AI Daily Briefing — May 26, 2026
Episode 2: Local AI & Automation

---

This week's biggest local AI story is speed. llama.cpp added Multi-Token Prediction support, and the results are dramatic. Qwen3.6 27B on an A10G GPU jumped from 25 to 48 tokens per second — a 78% boost. On Vulkan hardware, the gains are even bigger: Qwen3.6 35B doubled from 42 to 89 tokens per second. Paired with Unsloth's QAT GGUF quants, models in the 20 to 35 billion parameter range now feel like daily drivers on consumer GPUs. If you're running local inference, updating llama.cpp and grabbing an MTP-enabled GGUF is the single highest-impact move you can make this week.

EXO Labs dropped their biggest release yet. EXO 1.0 is now open-source under Apache 2.0. Alex Cheema's team is mining roughly a million local AI inference samples, building out a performance database that maps common hardware, model and quantization combinations, peak decode speeds, and dollar-per-gigabyte value. They're also seeing strong adoption of Apple Silicon clusters — users are clustering M1 Studio Max machines with Jumbo Frame networking for distributed inference. This is moving from experiment to production.

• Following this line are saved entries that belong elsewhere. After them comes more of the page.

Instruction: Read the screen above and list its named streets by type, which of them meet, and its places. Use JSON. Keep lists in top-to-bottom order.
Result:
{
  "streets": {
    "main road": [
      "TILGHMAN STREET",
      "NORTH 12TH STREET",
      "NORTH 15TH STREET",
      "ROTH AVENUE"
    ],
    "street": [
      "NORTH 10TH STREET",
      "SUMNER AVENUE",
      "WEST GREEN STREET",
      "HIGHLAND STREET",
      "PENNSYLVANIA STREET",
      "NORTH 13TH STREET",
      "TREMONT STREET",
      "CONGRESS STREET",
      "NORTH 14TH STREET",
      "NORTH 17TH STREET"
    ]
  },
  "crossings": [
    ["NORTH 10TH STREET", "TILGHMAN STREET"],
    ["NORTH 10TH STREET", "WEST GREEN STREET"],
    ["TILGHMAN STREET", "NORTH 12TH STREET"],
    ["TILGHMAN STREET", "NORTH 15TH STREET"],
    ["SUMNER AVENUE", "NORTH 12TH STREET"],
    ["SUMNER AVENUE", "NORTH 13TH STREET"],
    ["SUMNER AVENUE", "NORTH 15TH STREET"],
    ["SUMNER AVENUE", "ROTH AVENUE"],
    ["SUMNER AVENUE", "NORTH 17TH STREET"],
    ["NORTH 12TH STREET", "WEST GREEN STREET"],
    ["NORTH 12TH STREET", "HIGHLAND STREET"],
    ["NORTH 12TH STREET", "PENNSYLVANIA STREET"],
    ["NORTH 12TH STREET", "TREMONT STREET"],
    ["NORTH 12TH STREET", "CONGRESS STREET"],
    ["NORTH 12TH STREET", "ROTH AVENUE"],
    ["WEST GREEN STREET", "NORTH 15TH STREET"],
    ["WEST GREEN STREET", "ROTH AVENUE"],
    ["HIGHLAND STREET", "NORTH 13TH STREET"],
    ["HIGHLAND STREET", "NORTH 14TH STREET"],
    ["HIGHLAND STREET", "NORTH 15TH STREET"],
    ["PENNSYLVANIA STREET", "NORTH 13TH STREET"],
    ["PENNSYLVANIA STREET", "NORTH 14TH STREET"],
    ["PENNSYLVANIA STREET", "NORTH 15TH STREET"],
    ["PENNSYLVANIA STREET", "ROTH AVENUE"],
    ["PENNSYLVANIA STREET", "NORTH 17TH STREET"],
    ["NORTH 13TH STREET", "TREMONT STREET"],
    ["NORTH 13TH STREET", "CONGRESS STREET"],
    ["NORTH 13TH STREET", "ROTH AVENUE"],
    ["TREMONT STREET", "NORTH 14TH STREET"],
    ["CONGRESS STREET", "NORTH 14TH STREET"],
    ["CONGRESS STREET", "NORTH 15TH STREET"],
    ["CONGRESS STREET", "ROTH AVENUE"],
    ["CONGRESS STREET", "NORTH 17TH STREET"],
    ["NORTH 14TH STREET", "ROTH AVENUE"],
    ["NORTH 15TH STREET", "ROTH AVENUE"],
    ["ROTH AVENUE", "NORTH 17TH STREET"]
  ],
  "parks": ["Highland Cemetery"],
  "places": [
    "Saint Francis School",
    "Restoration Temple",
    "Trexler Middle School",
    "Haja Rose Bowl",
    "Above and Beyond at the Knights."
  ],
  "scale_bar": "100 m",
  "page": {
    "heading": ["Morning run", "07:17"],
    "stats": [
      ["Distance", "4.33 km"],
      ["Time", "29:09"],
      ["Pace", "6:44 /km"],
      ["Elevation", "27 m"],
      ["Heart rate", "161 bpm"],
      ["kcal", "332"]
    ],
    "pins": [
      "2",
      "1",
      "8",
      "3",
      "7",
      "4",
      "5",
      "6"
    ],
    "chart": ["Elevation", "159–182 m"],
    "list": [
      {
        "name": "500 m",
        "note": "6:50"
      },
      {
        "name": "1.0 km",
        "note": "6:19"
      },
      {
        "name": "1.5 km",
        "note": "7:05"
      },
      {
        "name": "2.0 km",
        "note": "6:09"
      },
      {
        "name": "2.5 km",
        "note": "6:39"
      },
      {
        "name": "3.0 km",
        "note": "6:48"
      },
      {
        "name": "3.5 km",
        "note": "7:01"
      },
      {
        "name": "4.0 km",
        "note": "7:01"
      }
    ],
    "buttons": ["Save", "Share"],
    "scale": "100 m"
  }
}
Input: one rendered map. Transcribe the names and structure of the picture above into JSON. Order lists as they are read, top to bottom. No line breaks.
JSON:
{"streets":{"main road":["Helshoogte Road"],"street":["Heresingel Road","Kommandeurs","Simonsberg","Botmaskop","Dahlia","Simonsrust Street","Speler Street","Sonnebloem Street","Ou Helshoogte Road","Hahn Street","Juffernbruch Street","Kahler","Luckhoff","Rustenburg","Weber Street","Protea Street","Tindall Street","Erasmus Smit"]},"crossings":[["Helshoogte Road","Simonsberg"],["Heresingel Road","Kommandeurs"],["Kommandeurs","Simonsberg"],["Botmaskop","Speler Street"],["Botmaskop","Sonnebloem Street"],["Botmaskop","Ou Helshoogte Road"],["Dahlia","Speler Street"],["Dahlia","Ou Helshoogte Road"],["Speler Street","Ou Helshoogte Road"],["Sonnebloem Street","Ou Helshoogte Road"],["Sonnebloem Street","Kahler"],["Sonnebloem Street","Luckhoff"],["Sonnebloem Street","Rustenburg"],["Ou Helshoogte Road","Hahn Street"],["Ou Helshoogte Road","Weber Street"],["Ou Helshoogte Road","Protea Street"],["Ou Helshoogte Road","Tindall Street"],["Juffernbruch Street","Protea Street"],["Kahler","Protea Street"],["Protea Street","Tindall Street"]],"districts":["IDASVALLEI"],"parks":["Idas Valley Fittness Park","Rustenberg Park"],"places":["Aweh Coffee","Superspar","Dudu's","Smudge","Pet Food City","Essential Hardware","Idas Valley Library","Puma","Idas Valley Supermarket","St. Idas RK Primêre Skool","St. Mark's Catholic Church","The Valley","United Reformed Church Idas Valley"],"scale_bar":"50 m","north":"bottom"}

Xinference 2.9.0 shipped with DeepSeek V4 Flash and Pro support, backed by vLLM 0.21.0. The self-hosted stack is converging: Open WebUI plus Ollama or LocalAI as your frontend, n8n for agent workflows, Pinokio for one-click installs. The community sentiment is clear — self-hosted AI is graduating from hobby to infrastructure.

Now let's talk hardware and money. RTX 5090 street prices are holding at $3,600 to $3,900 for high-end models like the ASUS ROG Astral and MSI Gaming Trio. That's nearly double the $2,000 MSRP. DRAM shortages are keeping supply tight, and AI demand isn't helping. The RTX PRO 6000 Blackwell with 96 gigs of VRAM jumped from €9,000 to €12,000 — roughly $10,000 to $13,000 US — in just two days across vendors. For comparison, a maxed-out Mac Studio with M4 Max and 128 gigs of unified memory runs about $4,300 to $5,000. Different trade-offs: the Mac gives you bigger models at lower power, NVIDIA gives you raw throughput.

On the infrastructure side, Proxmox GPU passthrough has hit a new level of automation. People are now deploying GPU VMs with a single Ansible plus NixOS command, running parallel inference streams inside Docker containers. The winning pattern for homelabs: Proxmox host, GPU passthrough VM, Docker inside the VM — isolation plus convenience.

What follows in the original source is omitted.